> [What is being asked]: Go through the entries one line at a time, and gather every line that has the word "halo".

> [Source material]:
§ §

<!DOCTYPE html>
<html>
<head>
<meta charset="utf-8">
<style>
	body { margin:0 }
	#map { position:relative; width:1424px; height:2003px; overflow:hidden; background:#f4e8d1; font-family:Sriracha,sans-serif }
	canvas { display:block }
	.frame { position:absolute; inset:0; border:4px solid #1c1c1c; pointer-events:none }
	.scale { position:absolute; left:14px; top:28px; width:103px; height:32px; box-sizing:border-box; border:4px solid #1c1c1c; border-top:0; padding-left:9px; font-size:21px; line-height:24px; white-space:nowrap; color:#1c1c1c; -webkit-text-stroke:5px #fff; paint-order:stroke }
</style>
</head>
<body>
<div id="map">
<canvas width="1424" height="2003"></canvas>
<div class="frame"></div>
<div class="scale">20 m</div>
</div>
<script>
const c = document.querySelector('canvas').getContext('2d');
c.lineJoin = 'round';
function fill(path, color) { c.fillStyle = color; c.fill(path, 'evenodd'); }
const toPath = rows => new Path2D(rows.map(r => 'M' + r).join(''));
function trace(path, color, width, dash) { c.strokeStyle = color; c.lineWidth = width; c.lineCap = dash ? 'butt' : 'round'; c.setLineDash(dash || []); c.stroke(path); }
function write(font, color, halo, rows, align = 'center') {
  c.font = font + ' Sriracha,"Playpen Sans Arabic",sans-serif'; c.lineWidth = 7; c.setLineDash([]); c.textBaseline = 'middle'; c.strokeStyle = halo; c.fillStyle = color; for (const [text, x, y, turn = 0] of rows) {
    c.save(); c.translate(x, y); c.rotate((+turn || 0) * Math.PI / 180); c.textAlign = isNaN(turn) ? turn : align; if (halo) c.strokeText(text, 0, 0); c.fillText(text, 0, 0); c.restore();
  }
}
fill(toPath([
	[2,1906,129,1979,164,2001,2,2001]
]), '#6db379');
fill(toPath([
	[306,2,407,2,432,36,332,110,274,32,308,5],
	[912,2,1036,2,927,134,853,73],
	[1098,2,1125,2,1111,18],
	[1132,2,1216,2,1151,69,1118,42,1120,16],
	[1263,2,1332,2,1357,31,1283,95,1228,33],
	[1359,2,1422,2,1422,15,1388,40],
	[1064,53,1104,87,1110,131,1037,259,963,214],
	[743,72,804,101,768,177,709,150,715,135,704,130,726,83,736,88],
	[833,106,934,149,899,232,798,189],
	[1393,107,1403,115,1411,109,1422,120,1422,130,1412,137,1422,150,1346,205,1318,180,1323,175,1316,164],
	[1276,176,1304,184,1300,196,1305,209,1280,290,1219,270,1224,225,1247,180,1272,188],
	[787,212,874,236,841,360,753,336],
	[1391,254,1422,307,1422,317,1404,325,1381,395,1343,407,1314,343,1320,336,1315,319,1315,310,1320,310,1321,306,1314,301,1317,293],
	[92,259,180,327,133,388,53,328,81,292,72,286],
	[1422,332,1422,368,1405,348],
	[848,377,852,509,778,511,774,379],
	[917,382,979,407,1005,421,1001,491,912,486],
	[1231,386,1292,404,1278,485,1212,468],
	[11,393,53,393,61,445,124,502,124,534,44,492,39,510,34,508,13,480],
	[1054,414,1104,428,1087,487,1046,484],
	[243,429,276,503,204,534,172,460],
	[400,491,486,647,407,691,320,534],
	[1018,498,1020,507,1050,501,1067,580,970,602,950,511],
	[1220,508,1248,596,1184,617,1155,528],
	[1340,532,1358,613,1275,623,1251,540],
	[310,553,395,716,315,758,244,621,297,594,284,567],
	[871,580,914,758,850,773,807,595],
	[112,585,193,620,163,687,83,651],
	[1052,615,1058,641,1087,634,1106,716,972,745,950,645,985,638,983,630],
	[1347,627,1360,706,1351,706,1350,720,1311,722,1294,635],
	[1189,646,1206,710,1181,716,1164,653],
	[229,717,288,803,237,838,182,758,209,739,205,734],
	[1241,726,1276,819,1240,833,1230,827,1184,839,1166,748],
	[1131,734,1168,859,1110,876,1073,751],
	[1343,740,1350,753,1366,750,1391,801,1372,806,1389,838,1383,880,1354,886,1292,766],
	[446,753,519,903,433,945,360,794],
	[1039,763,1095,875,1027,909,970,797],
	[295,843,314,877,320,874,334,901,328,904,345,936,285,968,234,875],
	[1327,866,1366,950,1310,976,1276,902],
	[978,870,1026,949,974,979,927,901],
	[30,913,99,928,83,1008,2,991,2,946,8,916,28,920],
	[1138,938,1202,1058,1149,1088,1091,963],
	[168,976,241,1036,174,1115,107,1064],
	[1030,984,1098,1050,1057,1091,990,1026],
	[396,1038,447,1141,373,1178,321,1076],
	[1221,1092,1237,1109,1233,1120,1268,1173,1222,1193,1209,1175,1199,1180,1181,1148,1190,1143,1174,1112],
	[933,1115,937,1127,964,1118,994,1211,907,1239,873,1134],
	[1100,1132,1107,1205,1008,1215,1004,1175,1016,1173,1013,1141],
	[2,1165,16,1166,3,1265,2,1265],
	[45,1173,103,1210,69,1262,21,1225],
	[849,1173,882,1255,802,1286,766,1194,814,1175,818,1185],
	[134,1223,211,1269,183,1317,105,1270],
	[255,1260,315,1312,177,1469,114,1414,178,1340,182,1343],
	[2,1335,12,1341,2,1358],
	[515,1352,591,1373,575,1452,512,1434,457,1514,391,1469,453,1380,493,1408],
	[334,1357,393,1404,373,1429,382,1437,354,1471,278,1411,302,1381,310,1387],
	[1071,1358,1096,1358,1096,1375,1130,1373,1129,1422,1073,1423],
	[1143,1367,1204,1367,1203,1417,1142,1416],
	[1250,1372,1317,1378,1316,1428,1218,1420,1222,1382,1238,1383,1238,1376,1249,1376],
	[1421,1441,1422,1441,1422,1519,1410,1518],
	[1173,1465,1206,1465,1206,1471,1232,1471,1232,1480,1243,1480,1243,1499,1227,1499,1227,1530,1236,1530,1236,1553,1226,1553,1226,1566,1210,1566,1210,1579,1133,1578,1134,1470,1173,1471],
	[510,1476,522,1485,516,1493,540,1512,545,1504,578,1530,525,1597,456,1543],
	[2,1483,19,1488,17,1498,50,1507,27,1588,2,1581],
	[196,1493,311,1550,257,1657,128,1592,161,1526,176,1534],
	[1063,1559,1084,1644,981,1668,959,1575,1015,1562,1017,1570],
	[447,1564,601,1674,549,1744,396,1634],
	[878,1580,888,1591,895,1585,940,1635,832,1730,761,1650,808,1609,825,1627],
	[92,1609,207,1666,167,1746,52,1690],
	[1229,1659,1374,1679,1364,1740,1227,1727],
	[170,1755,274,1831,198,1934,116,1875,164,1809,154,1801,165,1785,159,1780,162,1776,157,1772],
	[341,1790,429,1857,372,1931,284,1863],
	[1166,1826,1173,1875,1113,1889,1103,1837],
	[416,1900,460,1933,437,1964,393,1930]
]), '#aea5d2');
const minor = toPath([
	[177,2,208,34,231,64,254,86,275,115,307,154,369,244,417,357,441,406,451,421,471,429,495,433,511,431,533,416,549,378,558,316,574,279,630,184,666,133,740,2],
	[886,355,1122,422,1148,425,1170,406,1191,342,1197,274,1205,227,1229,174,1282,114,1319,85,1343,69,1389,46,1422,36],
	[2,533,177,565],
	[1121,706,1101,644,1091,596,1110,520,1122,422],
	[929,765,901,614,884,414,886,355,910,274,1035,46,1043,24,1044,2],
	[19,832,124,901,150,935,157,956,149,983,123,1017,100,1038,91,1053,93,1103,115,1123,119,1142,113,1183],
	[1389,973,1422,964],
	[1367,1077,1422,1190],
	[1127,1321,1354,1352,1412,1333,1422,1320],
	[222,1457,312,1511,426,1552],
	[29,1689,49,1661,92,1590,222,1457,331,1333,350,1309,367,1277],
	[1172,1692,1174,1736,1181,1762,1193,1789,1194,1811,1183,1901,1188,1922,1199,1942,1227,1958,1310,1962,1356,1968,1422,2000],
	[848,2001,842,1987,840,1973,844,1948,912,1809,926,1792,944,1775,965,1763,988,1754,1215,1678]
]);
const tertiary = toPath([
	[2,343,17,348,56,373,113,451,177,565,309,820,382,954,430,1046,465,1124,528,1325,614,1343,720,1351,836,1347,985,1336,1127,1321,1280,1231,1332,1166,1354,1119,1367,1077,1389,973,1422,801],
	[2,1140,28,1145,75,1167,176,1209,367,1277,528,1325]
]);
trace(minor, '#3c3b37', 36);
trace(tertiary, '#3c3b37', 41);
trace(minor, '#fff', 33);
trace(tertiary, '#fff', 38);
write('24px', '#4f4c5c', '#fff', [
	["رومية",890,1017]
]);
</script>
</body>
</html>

§ §

> [Response to the exercise]:
function write(font, color, halo, rows, align = 'center') {
  c.font = font + ' Sriracha,"Playpen Sans Arabic",sans-serif'; c.lineWidth = 7; c.setLineDash([]); c.textBaseline = 'middle'; c.strokeStyle = halo; c.fillStyle = color; for (const [text, x, y, turn = 0] of rows) {
    c.save(); c.translate(x, y); c.rotate((+turn || 0) * Math.PI / 180); c.textAlign = isNaN(turn) ? turn : align; if (halo) c.strokeText(text, 0, 0); c.fillText(text, 0, 0); c.restore();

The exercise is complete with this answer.